Using estradiol as a dichotomized phenotype for detectable concentrations (yes/no) in 229 966 women of European ancestry, we report 10 loci that reached genome-wide significance in the overall analysis (Supplementary Table 3 (30)). Among these 10 loci, 2 were significant in postmenopausal but not premenopausal women (4q21.23, 8p11.23) and 4 were significant in both pre- and postmenopausal women (5q35.2, 12q14.3, 19q13.42, 20p12.3)(Table 2; Fig. 1; Supplementary Fig. 2 (30)). No loci were found to be associated with detectable concentrations of estradiol in premenopausal women but not in postmenopausal women.

Figure 1. — Genome-wide analysis of detectable concentrations of estradiol in women of European ancestry overall, and by menopausal status. Horizontal black line indicates Bonferroni correction threshold at P value < 5E-8. Points in green indicate variants with P value below a suggestive threshold of 1E-6; red points indicate variants below Bonferroni correction P value.

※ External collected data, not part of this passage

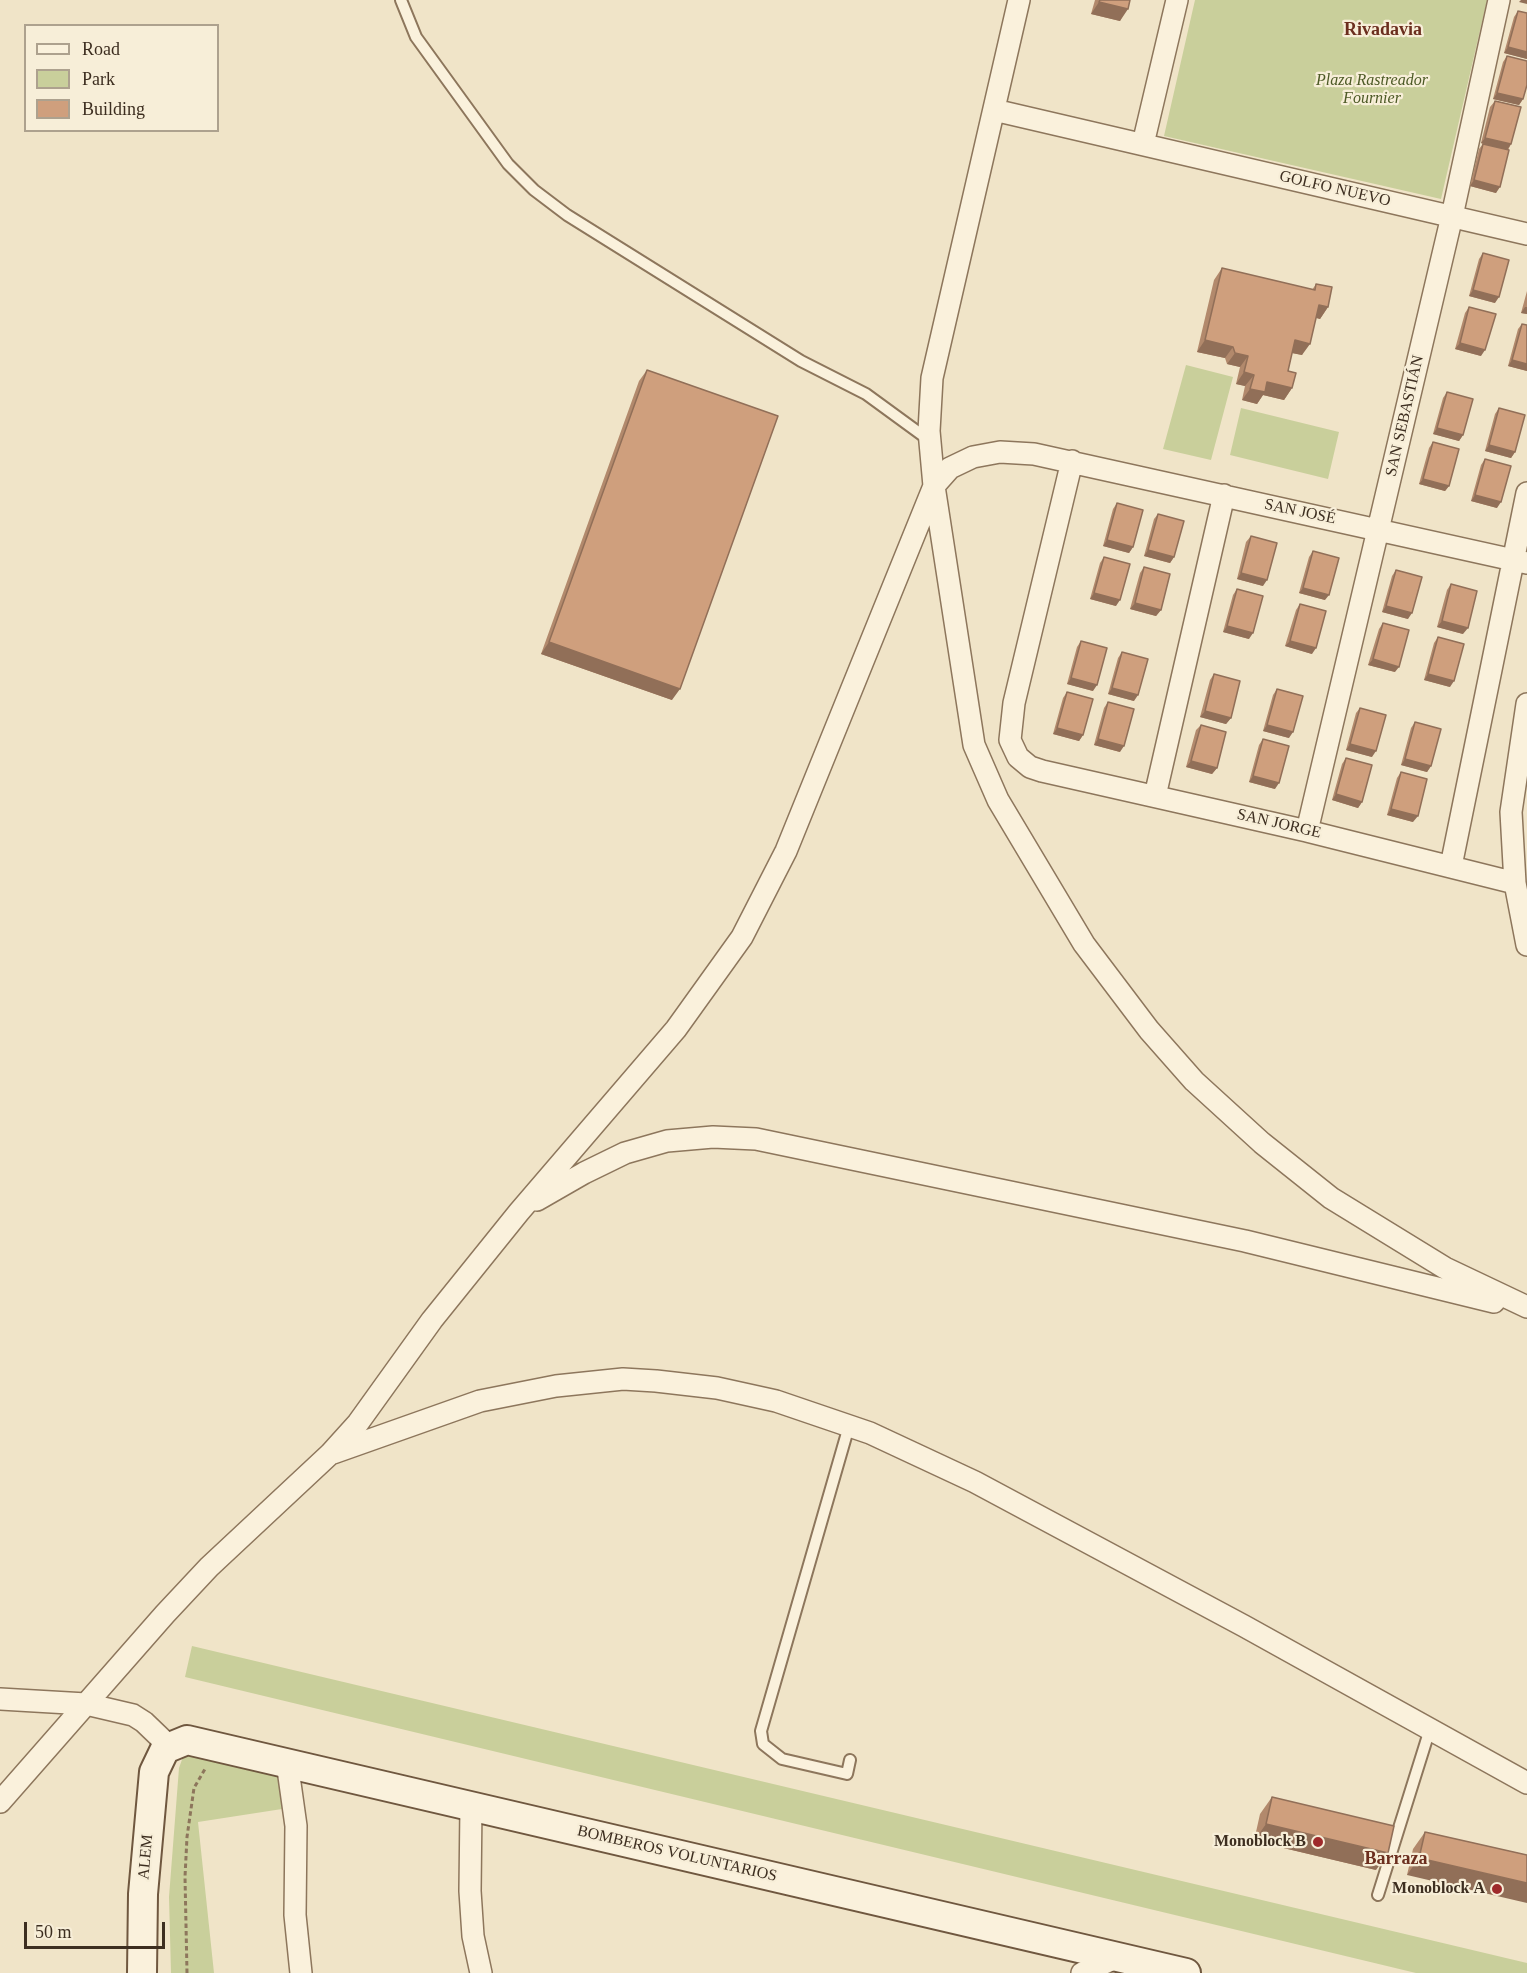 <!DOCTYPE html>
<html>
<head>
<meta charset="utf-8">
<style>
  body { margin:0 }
  #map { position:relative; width:1527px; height:1973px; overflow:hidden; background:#f0e4c8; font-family:Georgia,serif }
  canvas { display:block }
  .legend { position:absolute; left:24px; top:24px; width:195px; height:108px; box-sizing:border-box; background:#f7eed8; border:2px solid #ada18e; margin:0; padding:8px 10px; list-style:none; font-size:18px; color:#3d2e20 }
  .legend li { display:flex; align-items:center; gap:12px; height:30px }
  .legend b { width:30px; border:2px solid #ada18e }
  .scale { position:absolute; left:24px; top:1922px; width:141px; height:27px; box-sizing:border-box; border:3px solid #3d2e20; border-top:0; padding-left:8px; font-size:18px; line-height:21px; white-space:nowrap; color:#3d2e20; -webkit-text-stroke:4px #f7eed8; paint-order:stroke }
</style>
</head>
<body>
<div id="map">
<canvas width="1527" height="1973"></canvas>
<ul class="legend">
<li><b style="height:8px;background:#faf1dc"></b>Road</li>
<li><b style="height:16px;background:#c9cf9b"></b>Park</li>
<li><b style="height:16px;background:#cf9f7d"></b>Building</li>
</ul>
<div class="scale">50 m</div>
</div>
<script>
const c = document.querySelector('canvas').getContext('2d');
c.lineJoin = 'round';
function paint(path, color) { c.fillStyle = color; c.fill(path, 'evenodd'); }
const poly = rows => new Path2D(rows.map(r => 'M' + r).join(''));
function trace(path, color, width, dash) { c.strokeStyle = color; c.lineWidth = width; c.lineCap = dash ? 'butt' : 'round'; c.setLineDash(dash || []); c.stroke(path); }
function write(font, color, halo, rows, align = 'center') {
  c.font = font + ' Georgia,serif'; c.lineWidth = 4.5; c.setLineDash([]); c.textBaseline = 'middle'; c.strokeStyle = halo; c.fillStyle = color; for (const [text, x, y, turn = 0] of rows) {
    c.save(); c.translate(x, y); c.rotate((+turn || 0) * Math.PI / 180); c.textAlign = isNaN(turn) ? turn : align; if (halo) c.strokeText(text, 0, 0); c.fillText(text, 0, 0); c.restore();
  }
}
paint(poly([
  [1195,0,1487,0,1441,199,1164,136],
  [1186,365,1233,377,1211,460,1163,449],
  [1241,408,1339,432,1328,479,1230,455],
  [192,1646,1527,1963,1527,1973,1416,1973,185,1677],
  [184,1754,278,1776,282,1809,198,1822,214,1973,171,1973,169,1897,179,1768]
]), '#c9cf9b');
const service = poly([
  [401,0,416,37,508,164,534,190,567,215,801,361,866,394,929,440],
  [849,1426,761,1731,763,1744,782,1759,847,1774,850,1760],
  [1378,1895,1430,1729]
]);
const minor = poly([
  [1019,0,932,378,929,431,934,486,974,745,998,800,1084,944,1149,1030,1194,1081,1262,1143,1331,1198,1445,1268,1527,1307],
  [994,110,1527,234],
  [1143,144,1177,0],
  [1072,461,1014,703,1010,740,1018,757,1030,767,1042,771,1307,831,1515,883],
  [1527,704,1511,812,1515,883,1527,945],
  [1155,796,1224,495],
  [1307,831,1452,216,1499,0],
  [1451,866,1527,493],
  [537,1200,584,1173,625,1153,667,1141,713,1137,756,1139,1245,1241,1494,1302],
  [333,1453,480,1401,556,1386,623,1379,656,1381,717,1388,776,1401,870,1433,975,1482,1244,1626,1527,1783],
  [0,1699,86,1704,133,1715,144,1722,169,1746],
  [287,1762,296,1826,295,1915,301,1973],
  [0,1802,165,1614,209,1567,330,1454,358,1423,432,1320,519,1212,676,1029,742,937,786,851,934,486,950,468,973,457,1000,452,1034,454,1527,563],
  [471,1806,470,1891,473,1936,481,1973],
  [1082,1973,1118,1957]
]);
const secondary = poly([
  [142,1973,143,1894,154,1772,165,1749,187,1740,1186,1973]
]);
trace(service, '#8d765c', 14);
trace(minor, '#8d765c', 24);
trace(secondary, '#6f573f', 32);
trace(poly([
  [187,1973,185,1877,187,1837,194,1788,205,1769]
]), '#8d765c', 3, [4.5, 3]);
trace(service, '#faf1dc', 10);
trace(minor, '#faf1dc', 21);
trace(secondary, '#faf1dc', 28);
paint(poly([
  [1095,0,1130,0,1120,21,1091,14],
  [1518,11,1527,13,1527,59,1504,53,1514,17],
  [1507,56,1523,99,1519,105,1493,99,1503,62],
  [1495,101,1511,144,1508,150,1496,193,1470,186,1479,149,1483,144,1481,143,1490,107],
  [1483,253,1495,303,1469,296,1479,259],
  [1222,268,1312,290,1316,284,1328,307,1320,319,1316,318,1302,355,1292,353,1288,371,1292,388,1284,400,1263,395,1257,404,1242,400,1245,386,1236,384,1240,367,1227,364,1225,358,1197,352,1214,280],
  [1527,291,1527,314,1521,313],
  [1469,307,1481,356,1455,349,1465,313],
  [1522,324,1527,371,1508,366,1518,329],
  [647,370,672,700,541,654,639,381],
  [1447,392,1463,435,1459,441,1433,434,1443,398],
  [1499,408,1515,452,1511,458,1485,451,1495,414],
  [1433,442,1449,486,1445,491,1419,484,1429,448],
  [1485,459,1497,508,1471,501,1481,465],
  [1117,503,1133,547,1129,553,1103,546,1113,509],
  [1158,514,1174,557,1170,563,1144,556,1154,519],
  [1251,536,1263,586,1237,579,1246,542],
  [1313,551,1325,600,1299,593,1309,557],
  [1104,557,1116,606,1090,599,1100,563],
  [1144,567,1161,610,1156,616,1130,609,1140,573],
  [1396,570,1408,619,1382,612,1392,576],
  [1451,584,1463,634,1437,627,1447,590],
  [1237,589,1249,639,1223,632,1233,595],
  [1300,604,1312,654,1285,646,1296,610],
  [1383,623,1395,672,1368,665,1379,629],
  [1438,637,1450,687,1424,680,1434,643],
  [1081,641,1093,691,1067,684,1077,647],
  [1122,652,1134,701,1108,694,1118,658],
  [1214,674,1231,718,1226,724,1200,717,1210,680],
  [1277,689,1289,738,1263,731,1273,695],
  [1067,692,1083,735,1079,741,1053,734,1063,698],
  [1108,702,1120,752,1094,745,1104,708],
  [1360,708,1372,757,1346,750,1356,713],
  [1415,722,1431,766,1427,772,1401,765,1411,728],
  [1201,725,1217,768,1212,774,1186,767,1196,730],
  [1263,739,1275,789,1249,782,1259,745],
  [1346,758,1362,802,1358,808,1332,800,1342,764],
  [1401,772,1413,822,1387,815,1397,778],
  [1272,1797,1376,1870,1254,1841,1260,1814],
  [1425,1832,1527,1855,1407,1875,1413,1849]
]), '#b2896c');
paint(poly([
  [1521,0,1527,0,1527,4,1519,2],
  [1099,2,1128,9,1120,21,1091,14],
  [1508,47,1527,52,1527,59,1504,53],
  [1497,93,1523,99,1519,105,1493,99],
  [1485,138,1511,144,1507,150,1481,143],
  [1474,180,1500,187,1496,193,1470,186],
  [1473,290,1499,297,1495,303,1469,296],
  [1319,305,1328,307,1320,319,1311,316],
  [1525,307,1527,307,1527,314,1521,313],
  [1205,340,1233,347,1225,358,1197,352],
  [1295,340,1310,344,1302,355,1287,352],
  [1460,343,1485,350,1481,356,1455,349],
  [1235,353,1248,356,1240,367,1227,364],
  [1512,360,1527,364,1527,371,1508,366],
  [1244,372,1254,375,1245,386,1236,384],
  [1267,382,1292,388,1284,400,1263,395,1257,404,1242,400,1250,389],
  [1437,428,1463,435,1459,441,1433,434],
  [1489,445,1515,452,1511,458,1485,451],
  [1423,479,1449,486,1445,491,1419,484],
  [1475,495,1501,502,1497,508,1471,501],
  [1107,540,1133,547,1129,553,1103,546],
  [1148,550,1174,557,1170,563,1144,556],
  [1241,573,1267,580,1263,586,1237,579],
  [1303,588,1329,595,1325,600,1299,593],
  [1094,593,1120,600,1116,606,1090,599],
  [1135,603,1161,610,1156,616,1130,609],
  [1386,606,1412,613,1408,619,1382,612],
  [1442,621,1468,628,1463,634,1437,627],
  [1227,626,1253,633,1249,639,1223,632],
  [1290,641,1316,648,1312,654,1285,646],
  [549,642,680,689,672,700,541,654],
  [1373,659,1399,667,1395,672,1368,665],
  [1428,674,1454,681,1450,687,1424,680],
  [1071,678,1097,685,1093,691,1067,684],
  [1112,688,1138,695,1134,701,1108,694],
  [1205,711,1231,718,1226,724,1200,717],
  [1267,725,1293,732,1289,738,1263,731],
  [1057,728,1083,735,1079,741,1053,734],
  [1098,739,1124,746,1120,752,1094,745],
  [1350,744,1376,751,1372,757,1346,750],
  [1405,759,1431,766,1427,772,1401,765],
  [1191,761,1217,768,1212,774,1186,767],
  [1253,776,1279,783,1275,789,1249,782],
  [1336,794,1362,802,1358,808,1332,800],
  [1391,809,1418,816,1413,822,1387,815],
  [1266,1824,1388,1853,1376,1870,1254,1841],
  [1419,1858,1527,1883,1527,1903,1407,1875]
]), '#916f58');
const building = poly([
  [1100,0,1130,0,1128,9,1099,2,1100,0],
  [1518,11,1527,13,1527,52,1508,47,1518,11],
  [1507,56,1527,61,1527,85,1523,99,1497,93,1507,56],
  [1495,101,1521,107,1511,144,1485,138,1495,101],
  [1483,144,1509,150,1500,187,1474,180,1483,144],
  [1483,253,1509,260,1499,297,1473,290,1483,253],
  [1222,268,1315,290,1316,284,1332,287,1328,307,1319,305,1310,344,1295,340,1288,371,1296,373,1292,388,1267,382,1265,392,1250,389,1254,375,1244,372,1248,356,1235,353,1233,347,1205,340,1222,268],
  [1469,307,1496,314,1485,350,1460,343,1469,307],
  [1522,324,1527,325,1527,364,1512,360,1522,324],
  [647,370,778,416,680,689,549,642,647,370],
  [1447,392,1473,399,1463,435,1437,428,1447,392],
  [1499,408,1525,415,1515,452,1489,445,1499,408],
  [1433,442,1459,449,1449,486,1423,479,1433,442],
  [1485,459,1511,466,1501,502,1475,495,1485,459],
  [1117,503,1143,510,1133,547,1107,540,1117,503],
  [1158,514,1184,521,1174,557,1148,550,1158,514],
  [1251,536,1277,543,1267,580,1241,573,1251,536],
  [1313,551,1339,558,1329,595,1303,588,1313,551],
  [1104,557,1130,564,1120,600,1094,593,1104,557],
  [1144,567,1170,574,1161,610,1135,603,1144,567],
  [1396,570,1422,577,1412,613,1386,606,1396,570],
  [1451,584,1477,591,1468,628,1442,621,1451,584],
  [1237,589,1263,596,1253,633,1227,626,1237,589],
  [1300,604,1326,611,1316,648,1290,641,1300,604],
  [1383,623,1409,630,1399,667,1373,659,1383,623],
  [1438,637,1464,644,1454,681,1428,674,1438,637],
  [1081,641,1107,648,1097,685,1071,678,1081,641],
  [1122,652,1148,659,1138,695,1112,688,1122,652],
  [1214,674,1240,681,1231,718,1205,711,1214,674],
  [1277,689,1303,696,1293,732,1267,725,1277,689],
  [1067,692,1093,699,1083,735,1057,728,1067,692],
  [1108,702,1134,709,1124,746,1098,739,1108,702],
  [1360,708,1386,715,1376,751,1350,744,1360,708],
  [1415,722,1441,729,1431,766,1405,759,1415,722],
  [1201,725,1226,732,1217,768,1191,761,1201,725],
  [1263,739,1289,746,1279,783,1253,776,1263,739],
  [1346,758,1372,765,1362,802,1336,794,1346,758],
  [1401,772,1427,779,1418,816,1391,809,1401,772],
  [1272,1797,1394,1826,1388,1853,1266,1824,1272,1797],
  [1425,1832,1527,1855,1527,1883,1419,1858,1425,1832]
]);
paint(building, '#cf9f7d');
trace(building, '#916f58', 1.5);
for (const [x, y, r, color] of [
  [1318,1842,6,"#9e2a2b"],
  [1497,1889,6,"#9e2a2b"]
]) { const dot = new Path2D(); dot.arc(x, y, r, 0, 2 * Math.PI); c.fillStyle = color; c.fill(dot); trace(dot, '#f7eed8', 2); }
write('italic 16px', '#4d5a26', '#f7eed8', [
  ["Plaza Rastreador",1372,81],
  ["Fournier",1372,99]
]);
write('16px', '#3d2e20', '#f7eed8', [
  ["GOLFO NUEVO",1335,189,13],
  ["SAN SEBASTIÁN",1405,416,-77],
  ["SAN JOSÉ",1300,512,12],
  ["SAN JORGE",1279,824,13],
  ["BOMBEROS VOLUNTARIOS",677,1854,13],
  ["ALEM",146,1857,-85]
]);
write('bold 16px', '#3d2e20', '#f7eed8', [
  ["Monoblock B",1306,1842],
  ["Monoblock A",1485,1889]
], 'right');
write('bold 18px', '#6b2e1e', '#f7eed8', [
  ["Rivadavia",1383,30],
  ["Barraza",1396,1859]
]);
</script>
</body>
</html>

We included 5336 women in the African-ancestry GWAS of detectable concentrations of estradiol. Of the 10 SNPs identified in European ancestry, only 4 were included in our African ancestry analyses after quality control (Supplementary Table 2 (30); Supplementary Fig. 2b-c) (30). Of those 4 SNPs, 3 were directionally consistent with the overall European ancestry GWAS but none had P values < 0.05 or showed evidence of heterogeneity of effect across ancestries (Supplementary Table 2 (30)).

Testosterone

We conducted GWAS of circulating testosterone concentrations in 182 648 women of European ancestry, of whom 44 401 were premenopausal and 84 003 were postmenopausal. Of the 226 variants reported by Ruth et al for testosterone in women and observed in our analyses after quality control, 103 variants reached statistical significance in either pre- or postmenopausal only analyses. Of those 103 variants, 14 were significant in both premenopausal- and postmenopausal-specific analyses, 9 were significant in premenopausal but not postmenopausal women, and 72 were significant in postmenopausal but not premenopausal women (Supplementary Table 3; Supplementary Fig. 3a-b (30)).

We next tested for heterogeneity of SNP effects on testosterone between pre- and postmenopausal women of European ancestry. We identified a genome-wide significant signal for rs45446698 in the 7q22.1 locus near the CYP3A7 gene, which is involved in cholesterol and steroid metabolism (Fig. 2; Fig. 3; Supplementary Fig. 3c-d (30)). There was nearly a 2-fold increase in the effect estimate of this variant among premenopausal women compared with postmenopausal women (Table 3).

Figure 2. — Genome-wide analysis of heterogeneity of effect for testosterone in women of European ancestry between premenopausal and postmenopausal. Horizontal black line indicates Bonferroni correction threshold at P value < 5E-8. Points in green indicate variants with P value below a suggestive threshold of 1E-6; red points indicate variants below Bonferroni correction P value.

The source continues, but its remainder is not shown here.